Once this reaches the fd.c layer the new FileStartRead() function calls
pgaio_io_prep_read() on the IO - but doesn't need to know anything about weird
higher level stuff like relfilenodes.

The _sb (_sb for shared_buffers) variant stores the Buffer, backend and mode
(as in ReadBufferMode).

I'm not sure this is the right design - but it seems a lot better than what I
had earlier...

## Callbacks

In the core AIO pieces there are two different types of callbacks at the

Shared callbacks, which can be invoked by any backend (normally the issuing
backend / the AIO workers, but can be other backends if they are waiting for
the IO to complete). For operations on shared resources (e.g. shared buffer
reads/writes, or WAL writes) these shared callback needs to transition the
state of the object the IO is being done for to completion. E.g. for a shared
buffer read that means setting BM_VALID / unsetting BM_IO_IN_PROGRESS.

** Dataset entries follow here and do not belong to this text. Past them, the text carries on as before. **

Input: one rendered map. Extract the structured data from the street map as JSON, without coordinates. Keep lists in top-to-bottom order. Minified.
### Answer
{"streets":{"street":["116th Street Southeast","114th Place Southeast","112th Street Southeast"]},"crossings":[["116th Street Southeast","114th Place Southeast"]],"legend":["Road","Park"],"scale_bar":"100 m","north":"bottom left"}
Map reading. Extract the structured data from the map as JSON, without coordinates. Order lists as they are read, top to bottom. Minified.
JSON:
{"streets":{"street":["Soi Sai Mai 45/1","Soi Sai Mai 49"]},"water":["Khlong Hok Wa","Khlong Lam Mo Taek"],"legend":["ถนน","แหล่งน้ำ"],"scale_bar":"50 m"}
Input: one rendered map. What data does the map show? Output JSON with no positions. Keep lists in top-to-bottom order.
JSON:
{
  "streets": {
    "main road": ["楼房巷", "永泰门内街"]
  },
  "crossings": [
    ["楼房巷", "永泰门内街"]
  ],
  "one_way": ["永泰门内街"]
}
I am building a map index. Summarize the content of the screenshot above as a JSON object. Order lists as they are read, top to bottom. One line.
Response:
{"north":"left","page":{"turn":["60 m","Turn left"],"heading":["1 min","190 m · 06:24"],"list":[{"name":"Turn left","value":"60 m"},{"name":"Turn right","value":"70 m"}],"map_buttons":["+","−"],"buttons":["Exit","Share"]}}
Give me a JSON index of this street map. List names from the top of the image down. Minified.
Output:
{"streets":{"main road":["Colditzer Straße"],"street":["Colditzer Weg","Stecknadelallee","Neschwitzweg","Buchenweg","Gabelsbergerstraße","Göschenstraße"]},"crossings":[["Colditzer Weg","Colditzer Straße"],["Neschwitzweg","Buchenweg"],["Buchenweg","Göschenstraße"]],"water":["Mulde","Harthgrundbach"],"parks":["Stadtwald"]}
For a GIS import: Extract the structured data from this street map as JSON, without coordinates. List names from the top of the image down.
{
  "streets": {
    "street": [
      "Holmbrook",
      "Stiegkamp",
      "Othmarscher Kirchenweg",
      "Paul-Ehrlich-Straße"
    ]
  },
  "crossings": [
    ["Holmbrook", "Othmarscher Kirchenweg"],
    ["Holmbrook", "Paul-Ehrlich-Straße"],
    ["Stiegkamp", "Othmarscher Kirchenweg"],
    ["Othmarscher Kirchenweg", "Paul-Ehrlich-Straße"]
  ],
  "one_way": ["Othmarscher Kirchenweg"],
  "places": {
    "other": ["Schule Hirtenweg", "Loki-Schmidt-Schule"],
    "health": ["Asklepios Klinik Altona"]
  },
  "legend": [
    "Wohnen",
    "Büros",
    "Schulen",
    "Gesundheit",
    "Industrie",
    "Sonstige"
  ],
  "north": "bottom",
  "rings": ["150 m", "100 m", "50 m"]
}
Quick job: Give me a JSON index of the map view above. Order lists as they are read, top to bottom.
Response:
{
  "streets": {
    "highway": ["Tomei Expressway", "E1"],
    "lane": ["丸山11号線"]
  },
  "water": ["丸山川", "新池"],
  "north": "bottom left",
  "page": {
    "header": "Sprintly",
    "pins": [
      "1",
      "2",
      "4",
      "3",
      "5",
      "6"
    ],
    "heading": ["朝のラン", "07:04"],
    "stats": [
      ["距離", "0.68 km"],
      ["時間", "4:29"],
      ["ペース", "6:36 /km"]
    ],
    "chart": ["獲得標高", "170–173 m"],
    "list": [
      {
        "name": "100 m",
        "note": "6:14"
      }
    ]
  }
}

The main reason these callbacks exist is that they make it safe for a backend
to issue non-blocking IO on buffers (see the deadlock section above). As any
blocked backend can cause the IO to complete, the deadlock danger is gone.

Local callbacks, one of which the issuer of an IO can associate with the
IO. These can be used to issue further readahead. I initially did not have
these, but I found it hard to have a controllable numbers of IO in
flight. They are currently mainly used for error handling (e.g. erroring out
when XLogFileInit() cannot create the file due to ENOSPC), and to issue more
IO (e.g. readahead for heapam).

The local callback system isn't quite right, and there's

## AIO conversions

Currently the patch series converts a number of subsystems to AIO. They are of
very varying quality. I mainly did the conversions that I considered either be
of interest architecturally, or that caused a fair bit of pain due to slowness
(e.g. VACUUMing without AIO is no fun at all when using DIO). Some also for
fun ;)

Most conversions are fairly simple. E.g. heap scans, checkpointer, bgwriter,
VACUUM are all not too complicated.

There are two conversions that are good bit more complicated/experimental:

1) Asynchronous, concurrent, WAL writes. This is important because we right
now are very bottlenecked by IO latency, because there effectively only
ever is one WAL IO in flight at the same time. Even though in many
situations it is possible to issue a WAL write, have one [set of] backends
wait for that write as its completions satisfies their XLogFlush() needs,
but concurrently already issue the next WAL write(s) that other backends

The code here is very crufty, but I think the concept is mostly right.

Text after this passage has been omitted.